What is required: Every record below is to be retyped exactly, with any pictures left out.

--- Given data ---

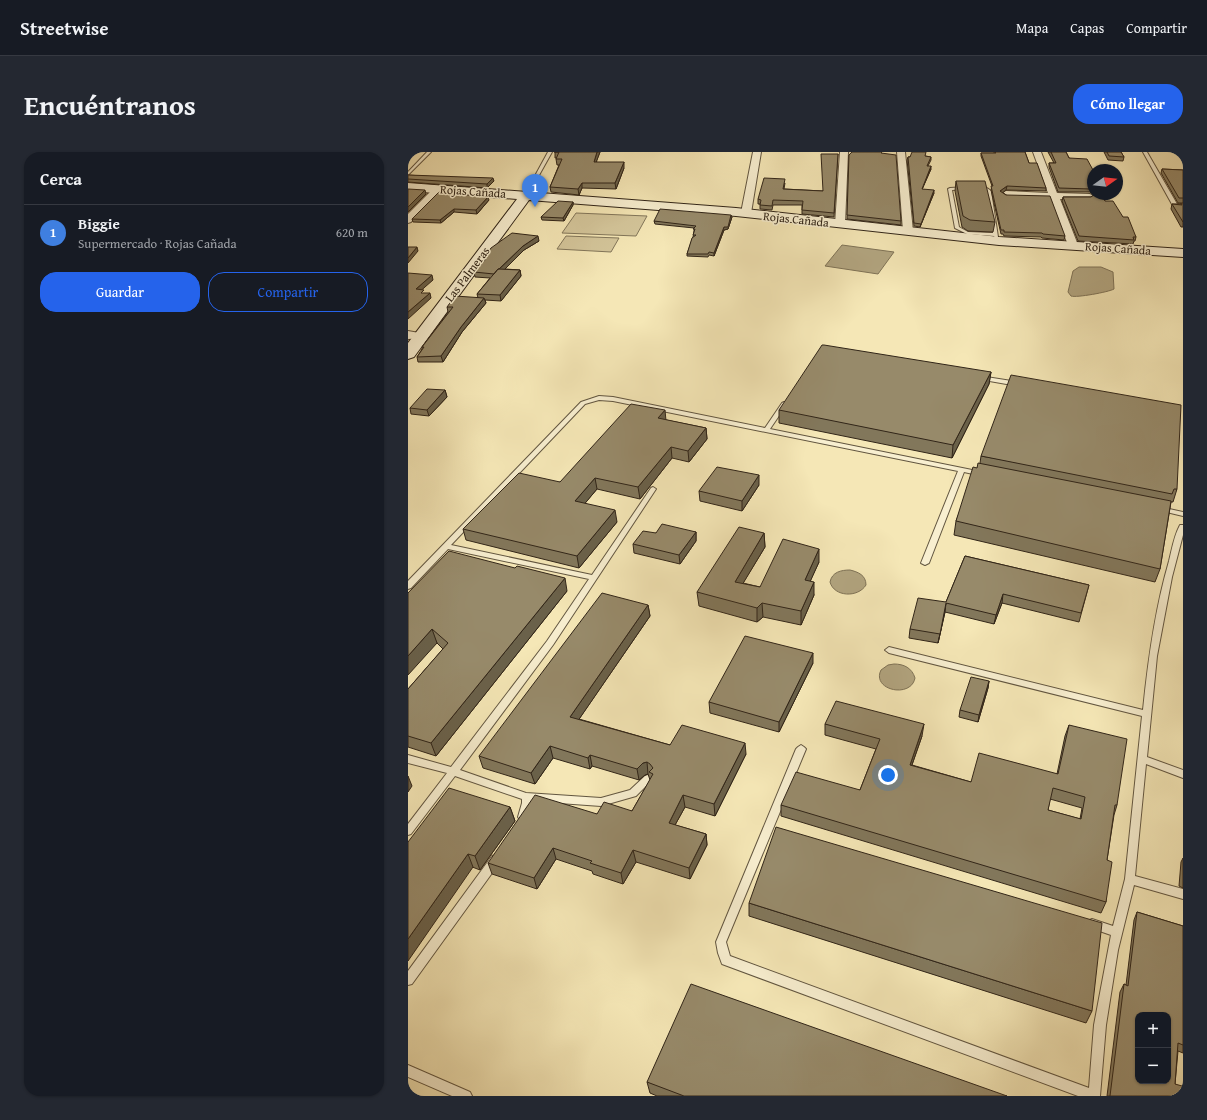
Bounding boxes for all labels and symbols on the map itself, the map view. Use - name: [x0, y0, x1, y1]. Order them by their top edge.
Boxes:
- north arrow: [1087, 164, 1123, 200]
- pin: 1: [522, 174, 548, 207]
- street label: Rojas Cañada: [439, 180, 507, 202]
- street label: Rojas Cañada: [762, 207, 830, 231]
- street label: Rojas Cañada: [1084, 237, 1152, 259]
- street label: Las Palmeras: [441, 243, 494, 305]
- your location: [878, 765, 898, 785]

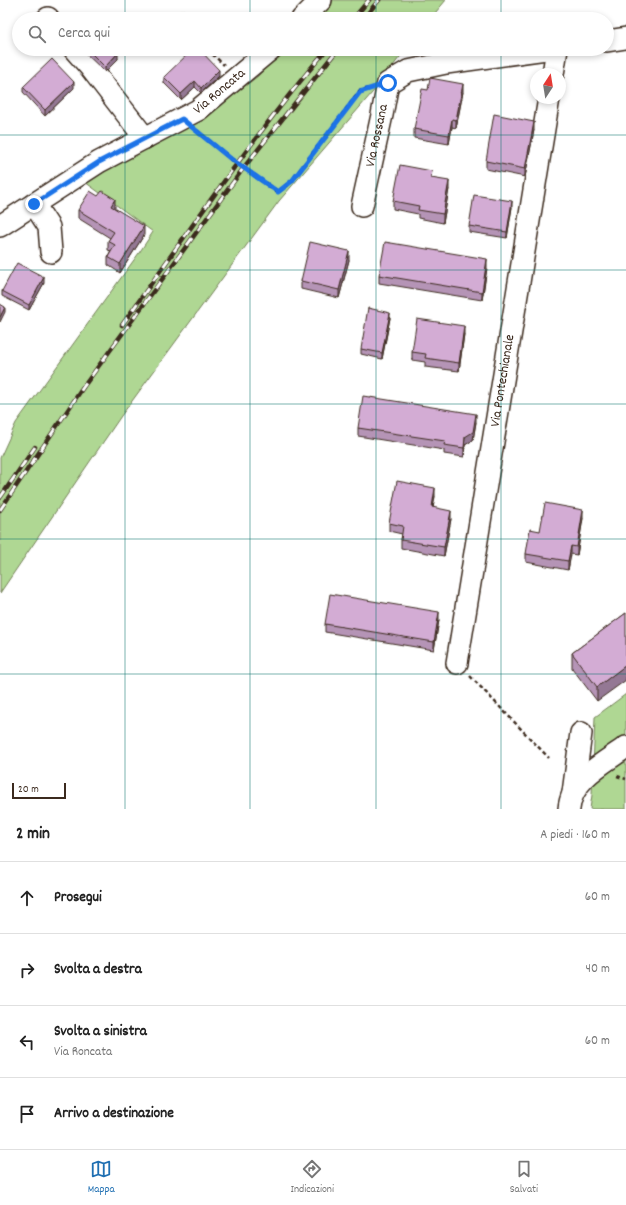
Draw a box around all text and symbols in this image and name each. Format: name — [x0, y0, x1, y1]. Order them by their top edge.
search box — [12, 12, 614, 56]
icon: search — [26, 23, 48, 45]
text: Cerca qui — [58, 23, 110, 45]
street label: Via Roncata — [189, 64, 250, 120]
north arrow — [530, 68, 566, 104]
route start — [379, 74, 397, 92]
street label: Via Rossana — [361, 102, 394, 169]
route end — [25, 195, 43, 213]
street label: Via Pontechianale — [486, 333, 520, 428]
scale bar — [12, 781, 66, 800]
text: 20 m — [18, 782, 39, 798]
text: 2 min — [16, 823, 50, 847]
text: A piedi · 160 m — [540, 826, 610, 845]
icon: ahead — [16, 887, 38, 909]
text: Prosegui — [54, 887, 102, 909]
text: 60 m — [585, 888, 610, 907]
icon: right — [16, 959, 38, 981]
text: Svolta a destra — [54, 959, 142, 981]
text: 40 m — [586, 960, 610, 979]
text: Svolta a sinistra — [54, 1021, 147, 1043]
icon: left — [16, 1031, 38, 1053]
text: 60 m — [585, 1032, 610, 1051]
text: Via Roncata — [54, 1043, 112, 1062]
icon: arrive — [16, 1103, 38, 1125]
text: Arrivo a destinazione — [54, 1103, 174, 1125]
tab: Mappa — [88, 1158, 115, 1198]
tab: Indicazioni — [291, 1158, 334, 1198]
tab: Salvati — [510, 1158, 538, 1198]

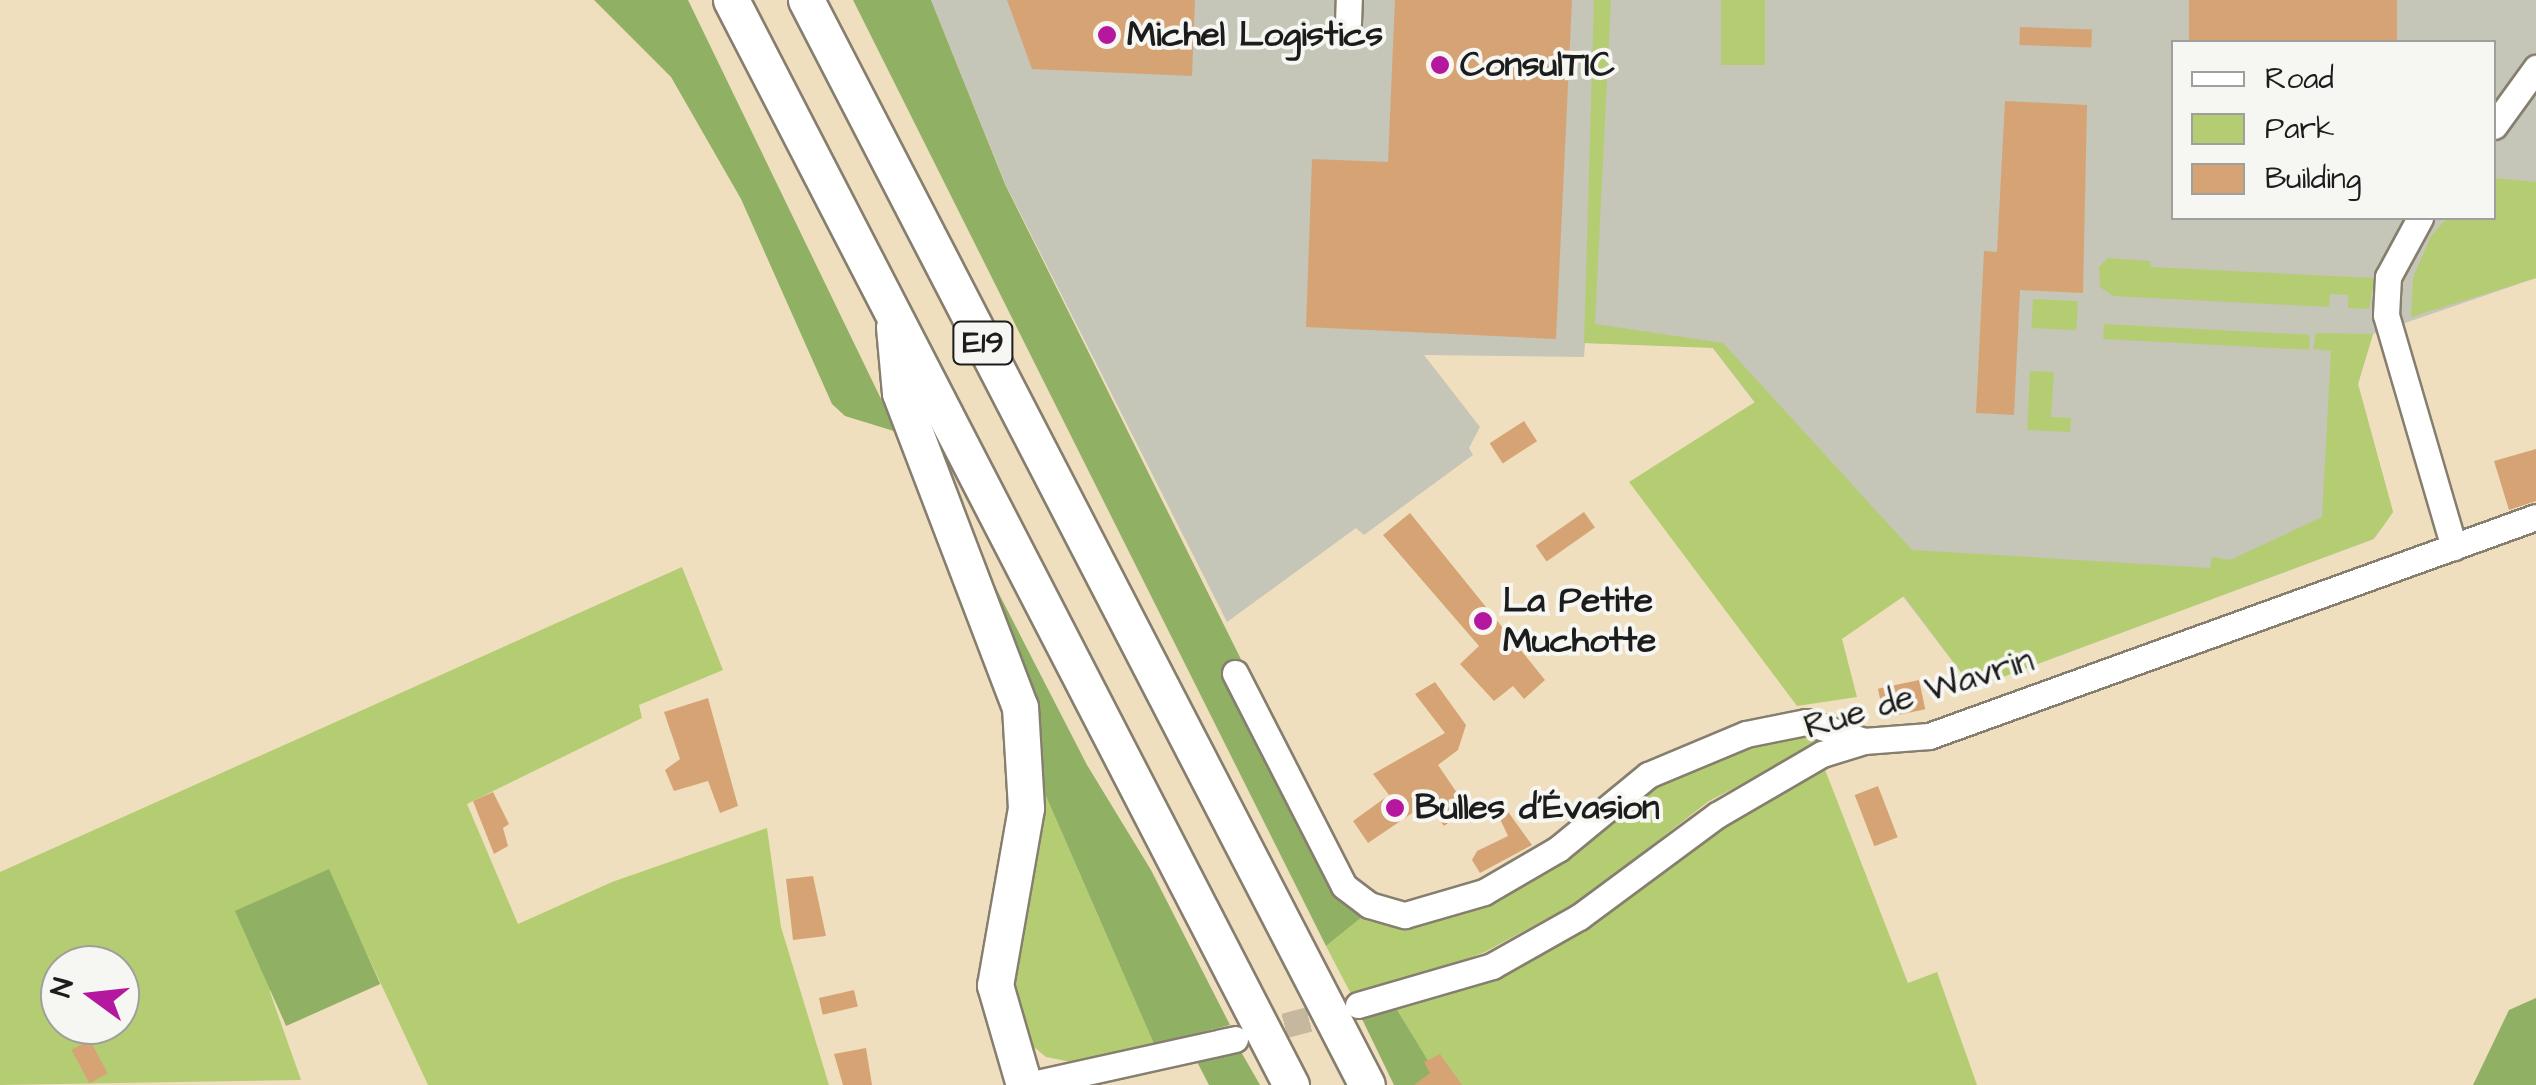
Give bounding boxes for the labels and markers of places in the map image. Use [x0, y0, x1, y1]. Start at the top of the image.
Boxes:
place label: Michel Logistics [1127, 14, 1383, 56]
marker: Michel Logistics [1096, 24, 1118, 46]
place label: ConsulTIC [1460, 44, 1615, 86]
marker: ConsulTIC [1429, 54, 1451, 76]
place label: La Petite Muchotte [1503, 580, 1656, 662]
marker: La Petite Muchotte [1472, 610, 1494, 632]
place label: Bulles d'Évasion [1415, 787, 1660, 829]
marker: Bulles d'Évasion [1384, 797, 1406, 819]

---

Task response:
Bounding boxes for all labels and symbols on the map itself, the map view. Use - name: [x0, y0, x1, y1]. Order them by their top edge.
Boxes:
- north arrow: [1087, 164, 1123, 200]
- pin: 1: [522, 174, 548, 207]
- street label: Rojas Cañada: [439, 180, 507, 202]
- street label: Rojas Cañada: [762, 207, 830, 231]
- street label: Rojas Cañada: [1084, 237, 1152, 259]
- street label: Las Palmeras: [441, 243, 494, 305]
- your location: [878, 765, 898, 785]

Draw a box around all text and symbols in this image and name each. Format: name — [x0, y0, x1, y1]. Order them by their top edge.
search box — [12, 12, 614, 56]
icon: search — [26, 23, 48, 45]
text: Cerca qui — [58, 23, 110, 45]
street label: Via Roncata — [189, 64, 250, 120]
north arrow — [530, 68, 566, 104]
route start — [379, 74, 397, 92]
street label: Via Rossana — [361, 102, 394, 169]
route end — [25, 195, 43, 213]
street label: Via Pontechianale — [486, 333, 520, 428]
scale bar — [12, 781, 66, 800]
text: 20 m — [18, 782, 39, 798]
text: 2 min — [16, 823, 50, 847]
text: A piedi · 160 m — [540, 826, 610, 845]
icon: ahead — [16, 887, 38, 909]
text: Prosegui — [54, 887, 102, 909]
text: 60 m — [585, 888, 610, 907]
icon: right — [16, 959, 38, 981]
text: Svolta a destra — [54, 959, 142, 981]
text: 40 m — [586, 960, 610, 979]
text: Svolta a sinistra — [54, 1021, 147, 1043]
icon: left — [16, 1031, 38, 1053]
text: 60 m — [585, 1032, 610, 1051]
text: Via Roncata — [54, 1043, 112, 1062]
icon: arrive — [16, 1103, 38, 1125]
text: Arrivo a destinazione — [54, 1103, 174, 1125]
tab: Mappa — [88, 1158, 115, 1198]
tab: Indicazioni — [291, 1158, 334, 1198]
tab: Salvati — [510, 1158, 538, 1198]

Give bounding boxes for the labels and markers of places in the map image. Use [x0, y0, x1, y1]. Start at the top of the image.
Boxes:
place label: Michel Logistics [1127, 14, 1383, 56]
marker: Michel Logistics [1096, 24, 1118, 46]
place label: ConsulTIC [1460, 44, 1615, 86]
marker: ConsulTIC [1429, 54, 1451, 76]
place label: La Petite Muchotte [1503, 580, 1656, 662]
marker: La Petite Muchotte [1472, 610, 1494, 632]
place label: Bulles d'Évasion [1415, 787, 1660, 829]
marker: Bulles d'Évasion [1384, 797, 1406, 819]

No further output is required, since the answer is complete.